DIRECTIONS FOR THIS TASK
State the number of lines in the records beneath that hold the word "Homestay", and add nothing.

MATERIAL PROVIDED
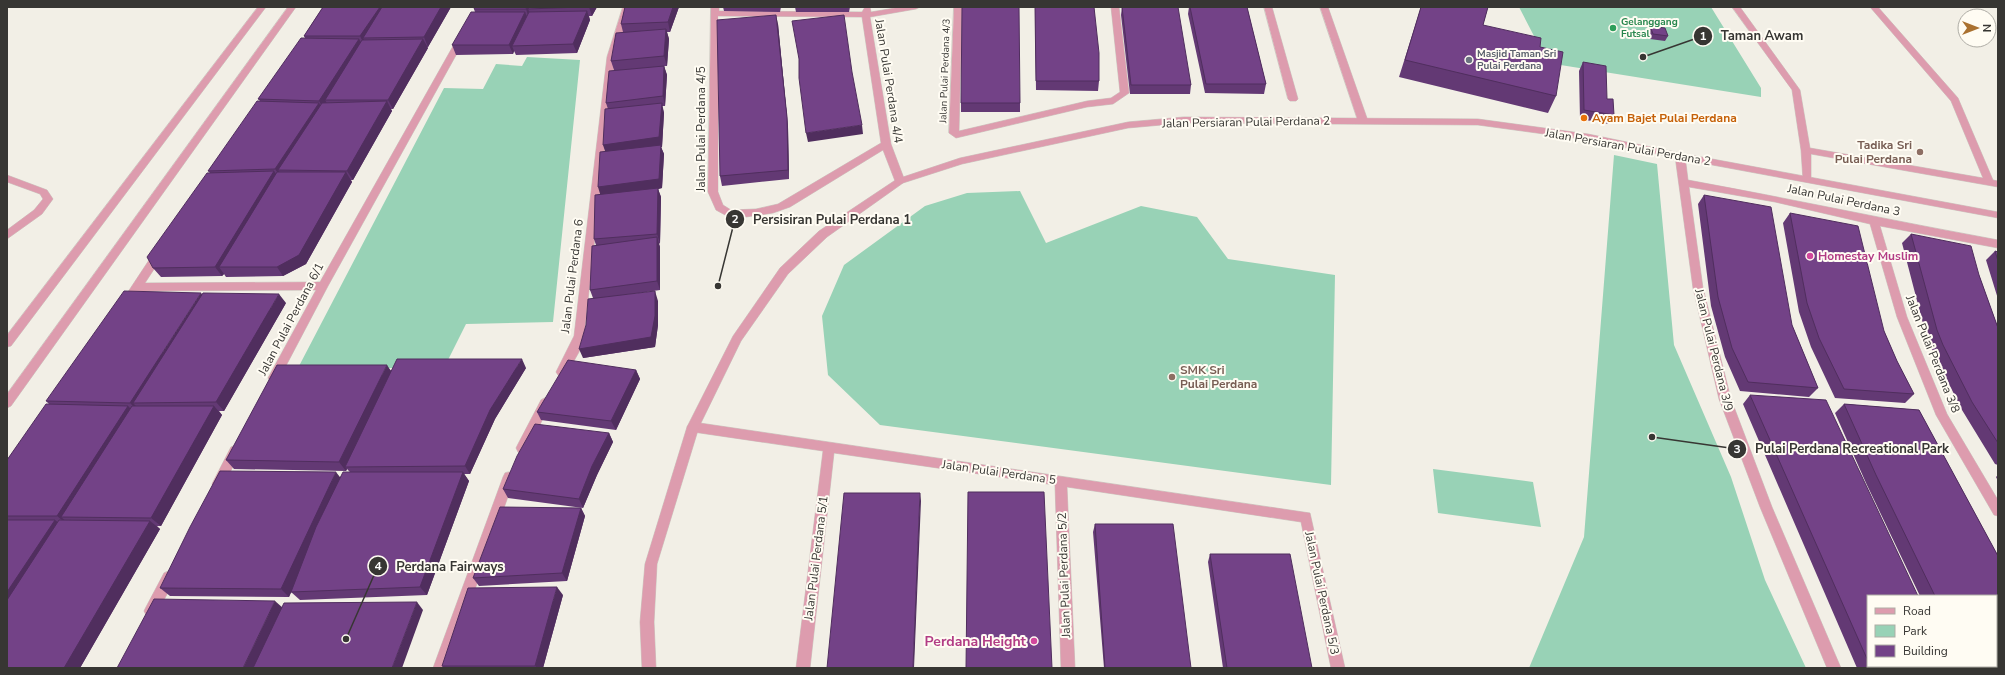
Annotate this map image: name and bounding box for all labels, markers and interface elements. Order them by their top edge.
north arrow [1957,8,1997,48]
place label: Gelanggang Futsal [1621,15,1678,41]
street label: Jalan Pulai Perdana 4/4 [871,17,907,144]
street label: Jalan Pulai Perdana 4/3 [936,19,954,124]
marker: Gelanggang Futsal [1608,23,1618,33]
callout: Taman Awam [1693,23,1811,48]
text: N [1979,24,1994,32]
text: Taman Awam [1721,27,1803,45]
text: 1 [1699,28,1707,44]
place label: Masjid Taman Sri Pulai Perdana [1477,47,1556,73]
marker: Masjid Taman Sri Pulai Perdana [1464,55,1474,65]
street label: Jalan Pulai Perdana 4/5 [693,66,709,193]
place label: Ayam Bajet Pulai Perdana [1592,110,1737,126]
street label: Jalan Persiaran Pulai Perdana 2 [1161,113,1330,131]
marker: Ayam Bajet Pulai Perdana [1579,113,1589,123]
street label: Jalan Persiaran Pulai Perdana 2 [1543,124,1712,169]
place label: Tadika Sri Pulai Perdana [1835,137,1912,167]
marker: Tadika Sri Pulai Perdana [1915,147,1925,157]
street label: Jalan Pulai Perdana 3 [1785,180,1902,220]
callout: Persisiran Pulai Perdana 1 [725,206,919,231]
text: 2 [731,211,739,227]
text: Persisiran Pulai Perdana 1 [753,211,911,229]
street label: Jalan Pulai Perdana 6 [557,218,587,335]
place label: Homestay Muslim [1818,248,1918,264]
marker: Homestay Muslim [1805,251,1815,261]
street label: Jalan Pulai Perdana 6/1 [254,260,328,379]
street label: Jalan Pulai Perdana 3/9 [1691,286,1737,413]
street label: Jalan Pulai Perdana 3/8 [1902,292,1964,415]
place label: SMK Sri Pulai Perdana [1180,362,1257,392]
marker: SMK Sri Pulai Perdana [1167,372,1177,382]
callout: Pulai Perdana Recreational Park [1727,436,1957,461]
text: Pulai Perdana Recreational Park [1755,440,1950,458]
text: 3 [1733,441,1741,457]
street label: Jalan Pulai Perdana 5 [940,456,1057,488]
street label: Jalan Pulai Perdana 5/1 [800,495,832,622]
street label: Jalan Pulai Perdana 5/2 [1054,512,1074,639]
street label: Jalan Pulai Perdana 5/3 [1301,529,1343,656]
callout: Perdana Fairways [368,553,511,578]
text: 4 [374,558,382,574]
text: Perdana Fairways [396,558,504,576]
legend [1867,595,1997,667]
text: Road [1903,603,1931,619]
text: Park [1903,623,1928,639]
place label: Perdana Height [925,632,1027,651]
marker: Perdana Height [1029,636,1039,646]
text: Building [1903,643,1948,659]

EXPECTED ANSWER
2